In April, 14 months after we pointed this out, the government said the Motueka police station would be manned 24/7. Before that they didn’t think you needed any new police.

This morning, around 9.15am, a local phoned the Motueka police station. The call went through to Christchurch. When Christchurch answered they said they’d transfer it back to Motueka. The caller waited.  Nothing happened.

So National won’t even pay, with your taxes, for someone to man the station to answer calls.

Tasman only got FIVE new police for the first year of the new police National is promising over four years. You know, I know, that is not enough for this huge region.

The government’s promise of extra police is over four years  - that’s too long.

The government has argued for years crime has been falling, but by their actions they admit that wasn’t true. And now say they are going to roll out extra police over four years.

Their plan is almost 1000 short. New Zealand First is going to train 1800 police as soon as possible. For those who don’t remember the last time we had influence we trained an extra 1500 frontline police with 235 office back up staff in three years flat.

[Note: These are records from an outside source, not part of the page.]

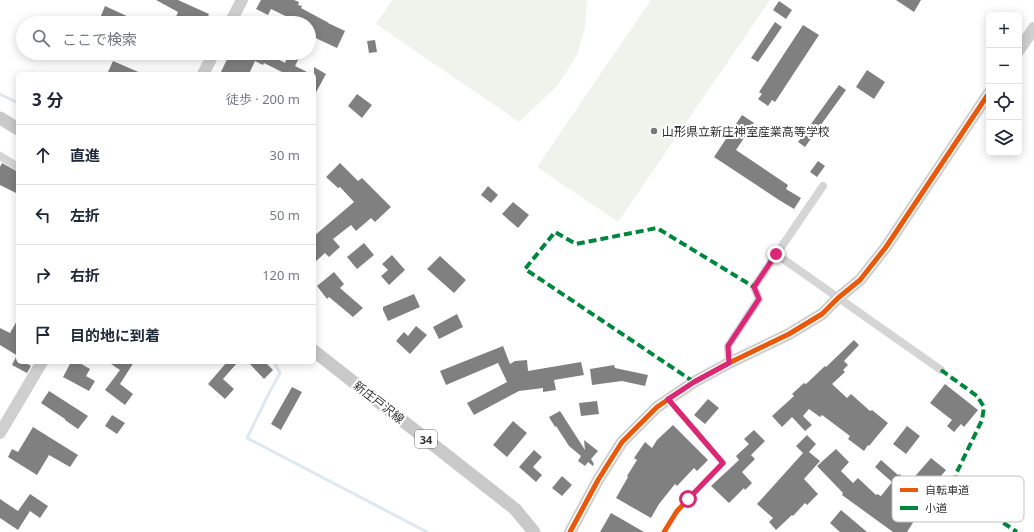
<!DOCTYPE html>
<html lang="ja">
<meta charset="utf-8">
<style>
body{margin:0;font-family:"Noto Sans","Noto Sans JP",sans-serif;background:#f6f6f7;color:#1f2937}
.controls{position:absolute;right:12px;top:12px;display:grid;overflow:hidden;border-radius:6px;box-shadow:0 2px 10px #0003}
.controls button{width:36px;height:36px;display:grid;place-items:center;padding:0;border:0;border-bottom:1px solid #e0e1e3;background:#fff;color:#1f2937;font:20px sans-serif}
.stop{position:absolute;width:12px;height:12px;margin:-9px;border:3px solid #db2777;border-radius:50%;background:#fff}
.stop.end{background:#db2777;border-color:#fff;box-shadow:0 1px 4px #0008}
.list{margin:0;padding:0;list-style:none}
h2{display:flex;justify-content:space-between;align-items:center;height:52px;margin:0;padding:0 16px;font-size:17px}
h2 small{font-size:13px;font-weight:400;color:#747a83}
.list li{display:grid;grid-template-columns:26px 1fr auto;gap:12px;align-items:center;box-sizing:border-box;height:60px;padding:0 16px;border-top:1px solid #e0e1e3}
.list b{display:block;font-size:15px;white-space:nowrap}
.list em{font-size:13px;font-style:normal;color:#747a83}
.icon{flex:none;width:22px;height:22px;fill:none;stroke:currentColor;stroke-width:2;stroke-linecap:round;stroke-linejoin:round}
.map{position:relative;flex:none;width:1034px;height:532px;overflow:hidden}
.search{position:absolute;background:#fff;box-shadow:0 2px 10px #0003;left:16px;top:16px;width:300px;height:44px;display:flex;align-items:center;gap:10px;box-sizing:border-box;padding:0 14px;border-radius:22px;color:#747a83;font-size:15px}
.panel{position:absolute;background:#fff;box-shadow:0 2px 10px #0003;left:16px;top:72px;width:300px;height:292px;border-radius:6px}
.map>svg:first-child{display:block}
</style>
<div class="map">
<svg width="1034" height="532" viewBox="0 0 1034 532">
<rect width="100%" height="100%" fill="#fff"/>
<path fill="#f0f3ec" d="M392,0H587L585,28L577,55L557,86L519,122L376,24Z
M651,0H770L618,222L537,167Z"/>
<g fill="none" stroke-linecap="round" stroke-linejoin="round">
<path stroke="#dde9f1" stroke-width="3" d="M0,94L18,103
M274,362L280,373L269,393L247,438L427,532"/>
</g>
<path fill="#808080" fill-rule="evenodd" d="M156,0H178L209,14L205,23H184L175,19L178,12Z
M261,0H294L299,2L298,5L302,6L301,8L329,23H328L345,31L337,48L309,35V23H300L271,9L268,15L256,9Z
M896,0H921L914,12Z
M779,1L792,10L786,19L773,10Z
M105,6L142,23H98Z
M775,22L782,27L758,62L751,58Z
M803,25L819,35L775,102L772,100L768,106L758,99L762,94L759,92Z
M375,40L377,52L369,53L367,41Z
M230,53H266L285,63L289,53H295L300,56L295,66L311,74H286L264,63L263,65L255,61L249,74H220Z
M113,61L143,74H114L108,72Z
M314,67L326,74L314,96Z
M867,70L885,82L874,99L856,87Z
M839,85L846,90L805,147L798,142Z
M357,94L372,105L362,118L348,106Z
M742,115L754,123L736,150L788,185L786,189L801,198L794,209L779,200L714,157Z
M818,161L825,166L817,177L810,172Z
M2,163L18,172V194L0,185V167Z
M340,163L358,181L362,178L391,207L375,222L371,218L356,231L351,225L333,239L340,247L329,257L325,253L314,263V236L354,202L340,187L338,188L326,177Z
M488,186L498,195L491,203L481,195Z
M513,202L529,215L518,228L502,214Z
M364,243L374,255L357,269L347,257Z
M392,255L405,270L389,285L381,276L388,270L382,264Z
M440,256L466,280L454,293L427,269Z
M334,272L344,284L340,288L363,308L353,317L329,297L327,299L317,286Z
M414,294L420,307L388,321L383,310V307Z
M457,314L463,327L439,339L433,327Z
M18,319V356L0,345V328L10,333Z
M416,326L427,335L410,354L396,341L404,332L408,336Z
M854,340L859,345L844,361L848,365L843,370L845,372L832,384L847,398L851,394L870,411L872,410L888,423L869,446L868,445L864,451L848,439L850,436L822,415L820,417L809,409L803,416L812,425L805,431L792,417L782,427L772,416L794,396L792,394L804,383L806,384L825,366L826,367Z
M503,346L510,364L515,361L527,360L528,371L581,362L584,375L554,380L556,390L543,392V388L519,391L474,415L467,403L507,382L498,363L446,385L440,371Z
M16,357L18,359V362H24L31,366L27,373L12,365Z
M71,362H78L90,369L86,376L95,381L89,391L63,377Z
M108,362H134L120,384L133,394L125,405L105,390L120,370Z
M227,362H238L223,379L234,389L225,399L208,384Z
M248,362H265L273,370L264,379Z
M614,365L615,368L648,375L645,386L622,381L592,385L590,369Z
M945,384L978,410L964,427L961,424L954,432L947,426L952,420L930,403Z
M292,387L302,392L281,430L271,424Z
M49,391L88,416L78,429L65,420V419L41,403Z
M708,399L719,408L705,424L694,415Z
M597,401L599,414L581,416L579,403Z
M560,411L585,450L584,440L598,451L591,459L594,464L593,466L588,462L585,466L578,461L581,456L569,446L556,426L555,427L549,417Z
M112,415L125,423L117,434L105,426Z
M513,421L527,433L507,457L493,445Z
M673,425L708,460L697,471L694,468L677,486L675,484L659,504L651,518L616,498L628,477L627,476L637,460L634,458L645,442L652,448L657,440Z
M907,426L920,436L906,454L893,444Z
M33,427L78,455L70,467L49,455L37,475L8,457L12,449L18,452Z
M754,430L765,441L751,455L755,459L742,472L752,483L745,490L744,488L729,503L711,486L739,460L736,456L749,444L744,439Z
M807,435L816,444L809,452L820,461L804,479L818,494L807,505L805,503L793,516L792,515L776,530L769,522L773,518L757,504L803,453L796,446Z
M836,449L849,462L841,471L853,483L858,478L876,495L877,494L881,496L892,482L875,467L881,460L898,475L899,474L910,482L931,458L946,470L929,490L936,495L921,514L919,513L907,532H893L842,495L843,493L817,466ZM903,493L916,503L907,517L893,506Z
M534,450L542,457L533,467L542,475L536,482L519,467Z
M562,476L572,485L562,496L552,488Z
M30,494L48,506L40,518L30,511L18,530L0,518V499L18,511Z
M841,510L867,532H840L830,523Z
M611,513L644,532H600Z"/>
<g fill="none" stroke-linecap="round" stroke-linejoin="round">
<path stroke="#d5d5d5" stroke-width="8" d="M0,156L18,167
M776,254L941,370
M729,363L728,346L759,299L754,287L823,186
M664,532L677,511L723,463L668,399"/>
<path stroke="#cfcfcf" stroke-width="12" d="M230,23L242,0
M1019,50L1034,28
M203,74L214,53
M0,433L42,362
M570,532L598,480L622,442L657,407L694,382L729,363L789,334L822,314L838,298L860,280L886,247L989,93"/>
<path stroke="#c9c9c9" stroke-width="13" d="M0,118L18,129
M314,351L515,509L534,532"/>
<path stroke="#00873e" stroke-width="4" stroke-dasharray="8 4" stroke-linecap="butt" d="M941,370L977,396L984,407L982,420L956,474L955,487L962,495L1017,532
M694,382L525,269L555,232L576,244L657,228L754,287"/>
<defs>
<path id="cycleway" d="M570,532L598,480L622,442L657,407L694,382L729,363L789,334L822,314L838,298L860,280L886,247L989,93
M664,532L677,511L723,463L668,399"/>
</defs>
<use href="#cycleway" stroke="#fff" stroke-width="8"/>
<use href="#cycleway" stroke="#e8590c" stroke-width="5"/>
</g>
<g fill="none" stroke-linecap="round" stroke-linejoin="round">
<path stroke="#db2777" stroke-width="5" d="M688,499L723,463L668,399L694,382L729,363L728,346L759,299L754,287L776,254"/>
</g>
<circle fill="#797979" stroke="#fff" stroke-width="1.5" cx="654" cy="131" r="4"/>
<g text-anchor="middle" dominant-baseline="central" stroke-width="4" stroke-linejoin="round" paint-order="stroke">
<rect fill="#fff" stroke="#6f6f6f" stroke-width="1" x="415" y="430" width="22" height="18" rx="3"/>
<g font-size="11" font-weight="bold" fill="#313131">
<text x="426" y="439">34</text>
</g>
<g font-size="12" fill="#313131" stroke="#fff" text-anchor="start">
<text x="662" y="131">山形県立新庄神室産業高等学校</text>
</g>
<g font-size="12" fill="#313131" stroke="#fff">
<text transform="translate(379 402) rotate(38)">新庄戸沢線</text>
</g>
</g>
<rect x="892" y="476" width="132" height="46" rx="6" fill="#fff" stroke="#c1c1c1" stroke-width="1"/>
<rect x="900" y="488" width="18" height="4" fill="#e8590c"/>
<rect x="900" y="506" width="18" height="4" fill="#00873e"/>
<g font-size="11" fill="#313131">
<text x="925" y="494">自転車道</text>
<text x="925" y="512">小道</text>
</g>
</svg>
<div class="controls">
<button>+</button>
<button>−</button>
<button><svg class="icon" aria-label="locate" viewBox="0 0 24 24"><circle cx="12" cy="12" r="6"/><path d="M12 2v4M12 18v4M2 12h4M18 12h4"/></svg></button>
<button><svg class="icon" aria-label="layers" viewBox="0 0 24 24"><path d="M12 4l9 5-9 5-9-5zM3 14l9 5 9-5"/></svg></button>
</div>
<div class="stop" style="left:688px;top:499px"></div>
<div class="stop end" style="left:776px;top:254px"></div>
<div class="search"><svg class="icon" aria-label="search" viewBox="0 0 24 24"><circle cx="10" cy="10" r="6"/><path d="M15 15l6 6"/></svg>ここで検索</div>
<section class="panel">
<h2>3 分<small>徒歩 · 200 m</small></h2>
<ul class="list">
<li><svg class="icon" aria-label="ahead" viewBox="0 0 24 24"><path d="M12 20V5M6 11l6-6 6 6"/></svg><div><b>直進</b></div><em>30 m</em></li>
<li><svg class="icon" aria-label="left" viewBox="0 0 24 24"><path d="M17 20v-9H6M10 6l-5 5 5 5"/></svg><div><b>左折</b></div><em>50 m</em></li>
<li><svg class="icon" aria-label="right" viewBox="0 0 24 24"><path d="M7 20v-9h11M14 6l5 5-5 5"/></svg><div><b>右折</b></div><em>120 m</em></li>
<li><svg class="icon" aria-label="arrive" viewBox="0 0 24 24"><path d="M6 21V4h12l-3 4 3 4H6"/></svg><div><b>目的地に到着</b></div></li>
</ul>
</section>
</div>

Under our Royalties from the Regions policy, 25 percent of any royalties collected by the government from water, mining or petroleum in the region will be returned to the region. As an example, the government collects over $400 million in royalties.

Under our scheme over $100 million, year on year, will remain in the regions for investment. It is demonstrably wrong that companies like Coca Cola, Suntory Holdings, Oravida, Fiji Water – can take our water for a pitiful fee whilst they make hundreds of millions of dollars from it.

National says no-one owns the water – then double crosses new Zealanders by letting foreign companies do just that.

New Zealand First says there is something rotten when four water bottling companies have consent to take water from the Tasman District  – more than 427 million litres - at a total cost of only $943.

If you are from this region and you are a New Zealander then, may we humbly suggest, you decide to make a stand on these matter.


Things can be much better for Motueka and Tasman District.

Decades of economic experimentation have split and divided this country and it has impacted here. When we first saw the face of this experimentation we said it would not work for New Zealand.

Others went along with it.

I didn’t and my party didn’t.

New Zealand First policies are in our name.  New Zealand First to put New Zealanders first.

New Zealand First has policies to turn this country’s economic fortunes around. We’ll stop the country sliding down the OECD, and start climbing up the OECD where we used to be before these economic cowboys and cowgirls took over.

These cowboys are all hat and no cattle.

All promises and no performance.

Working together we can make New Zealand the country it could be, the country it should be, the country it will be.